━━━ Dataset content

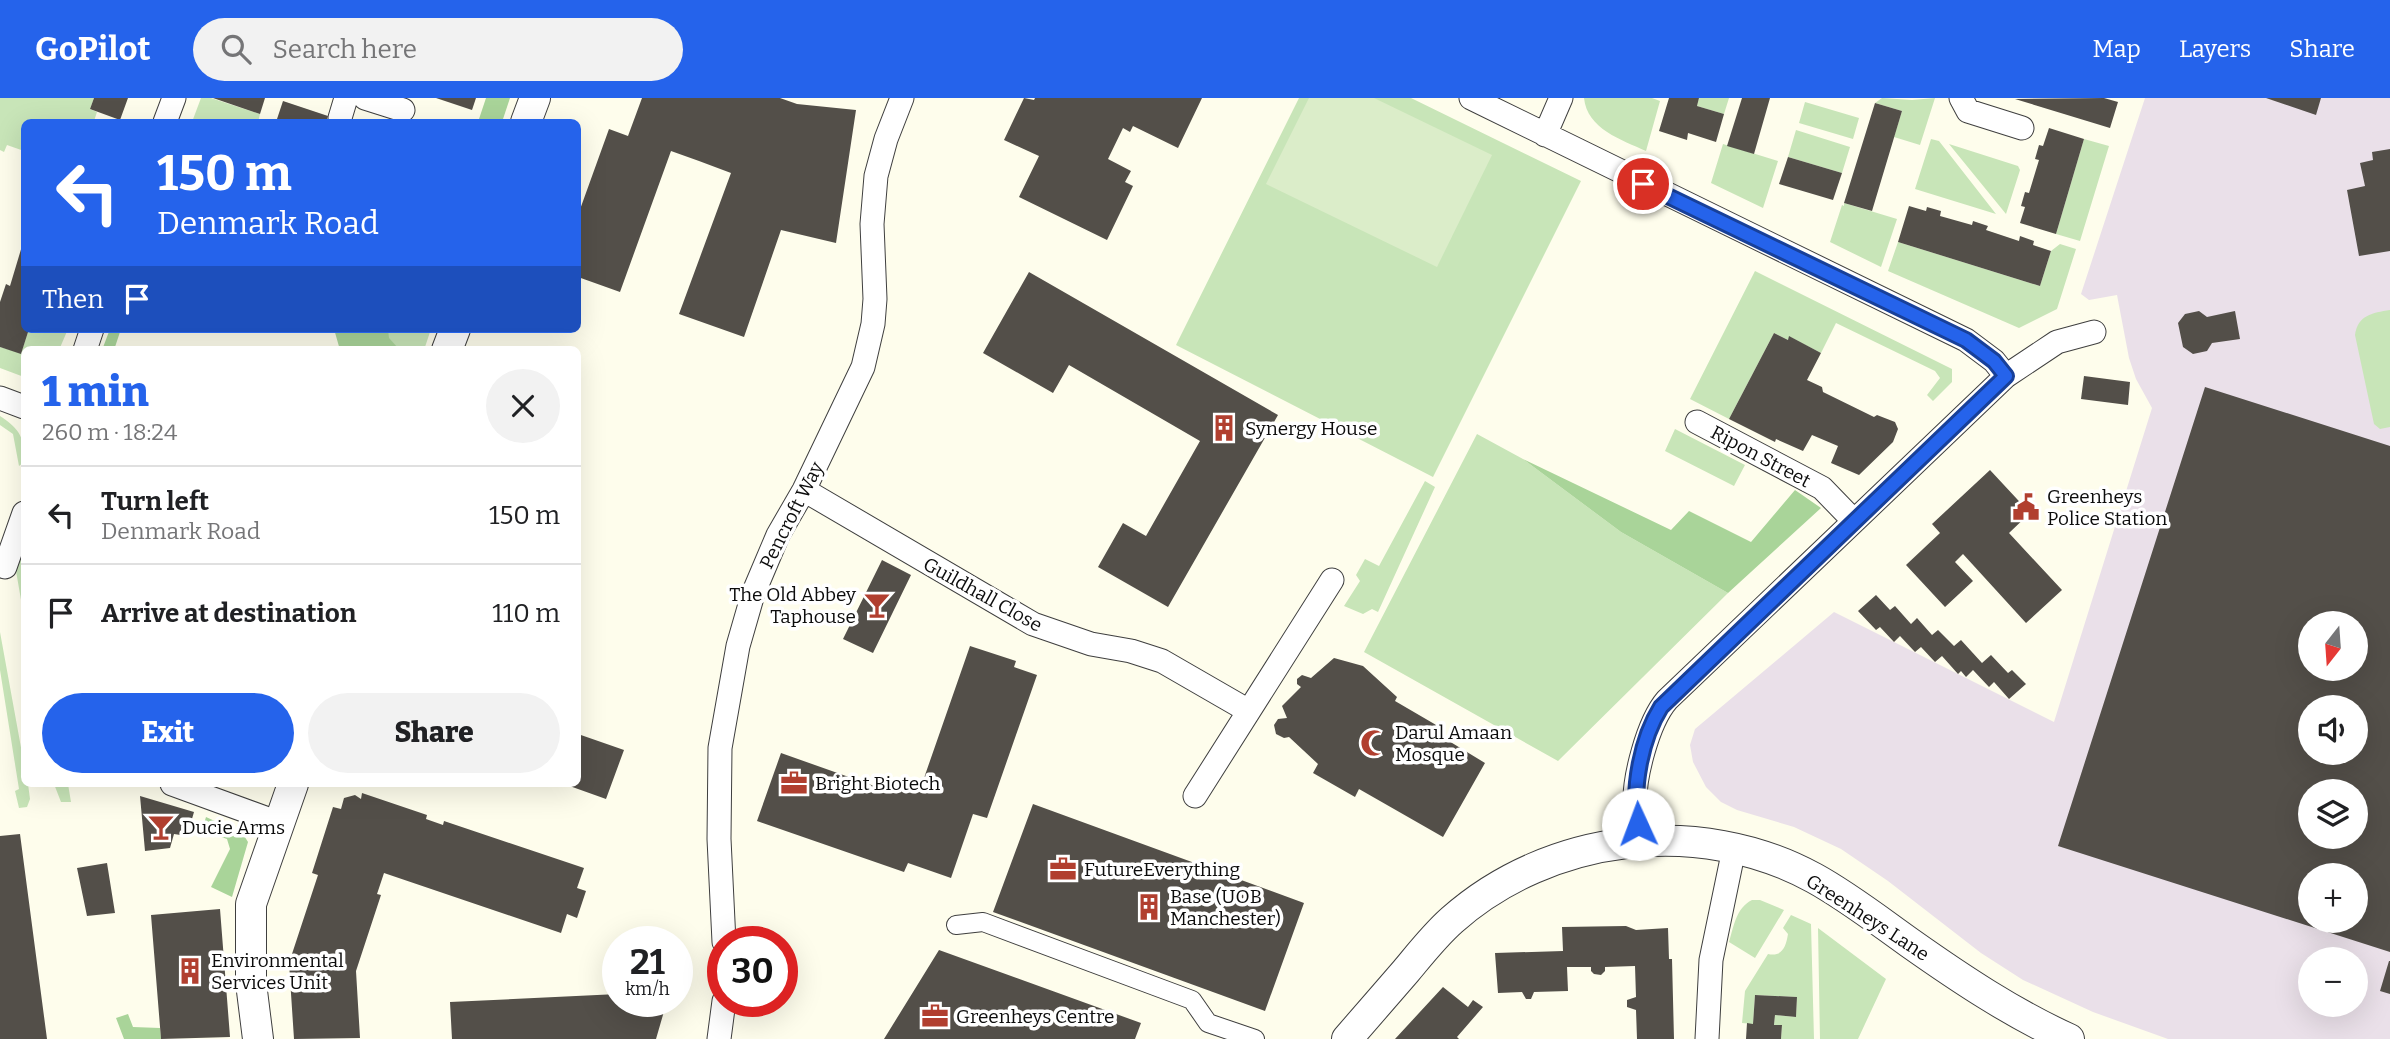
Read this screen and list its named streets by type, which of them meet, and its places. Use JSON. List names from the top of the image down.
{
  "streets": {
    "street": [
      "Ripon Street",
      "Pencroft Way",
      "Guildhall Close",
      "Greenheys Lane"
    ]
  },
  "crossings": [
    ["Pencroft Way", "Guildhall Close"]
  ],
  "places": {
    "building": ["Synergy House", "Base (UOB Manchester)", "Environmental Services Unit"],
    "public building": ["Greenheys Police Station"],
    "bar": ["The Old Abbey Taphouse", "Ducie Arms"],
    "mosque": ["Darul Amaan Mosque"],
    "office": ["Bright Biotech", "FutureEverything", "Greenheys Centre"]
  },
  "north": "bottom",
  "page": {
    "header": "GoPilot",
    "search": "Search here",
    "nav": ["Map", "Layers", "Share"],
    "turn": ["150 m", "Denmark Road"],
    "then": "Then",
    "heading": ["1 min", "260 m · 18:24"],
    "list": [
      {
        "name": "Turn left",
        "note": "Denmark Road",
        "value": "150 m"
      },
      {
        "name": "Arrive at destination",
        "value": "110 m"
      }
    ],
    "map_buttons": ["+", "−"],
    "buttons": ["Exit", "Share"],
    "speed": "21 km/h",
    "limit": "30"
  }
}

━━━━━━

# Problem requirements:
Transcribe each entry exactly, pictures excluded.

# Finished task:
Read this screen and list its named streets by type, which of them meet, and its places. Use JSON. List names from the top of the image down.
{
  "streets": {
    "street": [
      "Ripon Street",
      "Pencroft Way",
      "Guildhall Close",
      "Greenheys Lane"
    ]
  },
  "crossings": [
    ["Pencroft Way", "Guildhall Close"]
  ],
  "places": {
    "building": ["Synergy House", "Base (UOB Manchester)", "Environmental Services Unit"],
    "public building": ["Greenheys Police Station"],
    "bar": ["The Old Abbey Taphouse", "Ducie Arms"],
    "mosque": ["Darul Amaan Mosque"],
    "office": ["Bright Biotech", "FutureEverything", "Greenheys Centre"]
  },
  "north": "bottom",
  "page": {
    "header": "GoPilot",
    "search": "Search here",
    "nav": ["Map", "Layers", "Share"],
    "turn": ["150 m", "Denmark Road"],
    "then": "Then",
    "heading": ["1 min", "260 m · 18:24"],
    "list": [
      {
        "name": "Turn left",
        "note": "Denmark Road",
        "value": "150 m"
      },
      {
        "name": "Arrive at destination",
        "value": "110 m"
      }
    ],
    "map_buttons": ["+", "−"],
    "buttons": ["Exit", "Share"],
    "speed": "21 km/h",
    "limit": "30"
  }
}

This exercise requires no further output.